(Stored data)

------------------------------------------------------------------------

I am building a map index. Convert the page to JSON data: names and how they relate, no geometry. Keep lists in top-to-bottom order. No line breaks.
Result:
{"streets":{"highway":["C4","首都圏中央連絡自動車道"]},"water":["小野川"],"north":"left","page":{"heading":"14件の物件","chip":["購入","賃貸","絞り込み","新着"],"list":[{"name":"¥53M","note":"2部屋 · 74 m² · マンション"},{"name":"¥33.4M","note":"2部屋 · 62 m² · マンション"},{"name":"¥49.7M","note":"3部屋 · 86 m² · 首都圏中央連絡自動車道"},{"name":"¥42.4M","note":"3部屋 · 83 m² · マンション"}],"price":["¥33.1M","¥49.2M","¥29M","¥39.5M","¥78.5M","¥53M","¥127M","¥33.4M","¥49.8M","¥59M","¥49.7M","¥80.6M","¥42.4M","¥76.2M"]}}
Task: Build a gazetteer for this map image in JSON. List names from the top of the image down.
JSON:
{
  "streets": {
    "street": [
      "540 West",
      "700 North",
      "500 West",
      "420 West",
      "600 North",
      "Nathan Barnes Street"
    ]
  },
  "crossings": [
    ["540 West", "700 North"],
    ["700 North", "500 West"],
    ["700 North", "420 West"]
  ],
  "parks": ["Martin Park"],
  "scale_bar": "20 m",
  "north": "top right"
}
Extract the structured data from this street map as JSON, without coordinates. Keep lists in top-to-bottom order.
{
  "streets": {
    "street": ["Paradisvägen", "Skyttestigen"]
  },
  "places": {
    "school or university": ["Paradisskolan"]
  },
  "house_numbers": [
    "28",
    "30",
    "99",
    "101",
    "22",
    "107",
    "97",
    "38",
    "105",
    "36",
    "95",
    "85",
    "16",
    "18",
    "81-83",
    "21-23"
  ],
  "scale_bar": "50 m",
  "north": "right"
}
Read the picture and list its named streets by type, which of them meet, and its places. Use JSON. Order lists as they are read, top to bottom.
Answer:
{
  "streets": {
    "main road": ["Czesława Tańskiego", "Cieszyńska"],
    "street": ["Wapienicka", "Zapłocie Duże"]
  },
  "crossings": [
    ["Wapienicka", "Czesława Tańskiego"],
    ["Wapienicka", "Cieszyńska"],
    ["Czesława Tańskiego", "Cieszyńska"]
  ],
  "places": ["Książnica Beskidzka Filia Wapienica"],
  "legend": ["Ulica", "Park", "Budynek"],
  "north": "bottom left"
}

------------------------------------------------------------------------

TASK GOAL:
Set down all the data exactly as given.

SOLUTION TO THE PROBLEM:
I am building a map index. Convert the page to JSON data: names and how they relate, no geometry. Keep lists in top-to-bottom order. No line breaks.
Result:
{"streets":{"highway":["C4","首都圏中央連絡自動車道"]},"water":["小野川"],"north":"left","page":{"heading":"14件の物件","chip":["購入","賃貸","絞り込み","新着"],"list":[{"name":"¥53M","note":"2部屋 · 74 m² · マンション"},{"name":"¥33.4M","note":"2部屋 · 62 m² · マンション"},{"name":"¥49.7M","note":"3部屋 · 86 m² · 首都圏中央連絡自動車道"},{"name":"¥42.4M","note":"3部屋 · 83 m² · マンション"}],"price":["¥33.1M","¥49.2M","¥29M","¥39.5M","¥78.5M","¥53M","¥127M","¥33.4M","¥49.8M","¥59M","¥49.7M","¥80.6M","¥42.4M","¥76.2M"]}}
Task: Build a gazetteer for this map image in JSON. List names from the top of the image down.
JSON:
{
  "streets": {
    "street": [
      "540 West",
      "700 North",
      "500 West",
      "420 West",
      "600 North",
      "Nathan Barnes Street"
    ]
  },
  "crossings": [
    ["540 West", "700 North"],
    ["700 North", "500 West"],
    ["700 North", "420 West"]
  ],
  "parks": ["Martin Park"],
  "scale_bar": "20 m",
  "north": "top right"
}
Extract the structured data from this street map as JSON, without coordinates. Keep lists in top-to-bottom order.
{
  "streets": {
    "street": ["Paradisvägen", "Skyttestigen"]
  },
  "places": {
    "school or university": ["Paradisskolan"]
  },
  "house_numbers": [
    "28",
    "30",
    "99",
    "101",
    "22",
    "107",
    "97",
    "38",
    "105",
    "36",
    "95",
    "85",
    "16",
    "18",
    "81-83",
    "21-23"
  ],
  "scale_bar": "50 m",
  "north": "right"
}
Read the picture and list its named streets by type, which of them meet, and its places. Use JSON. Order lists as they are read, top to bottom.
Answer:
{
  "streets": {
    "main road": ["Czesława Tańskiego", "Cieszyńska"],
    "street": ["Wapienicka", "Zapłocie Duże"]
  },
  "crossings": [
    ["Wapienicka", "Czesława Tańskiego"],
    ["Wapienicka", "Cieszyńska"],
    ["Czesława Tańskiego", "Cieszyńska"]
  ],
  "places": ["Książnica Beskidzka Filia Wapienica"],
  "legend": ["Ulica", "Park", "Budynek"],
  "north": "bottom left"
}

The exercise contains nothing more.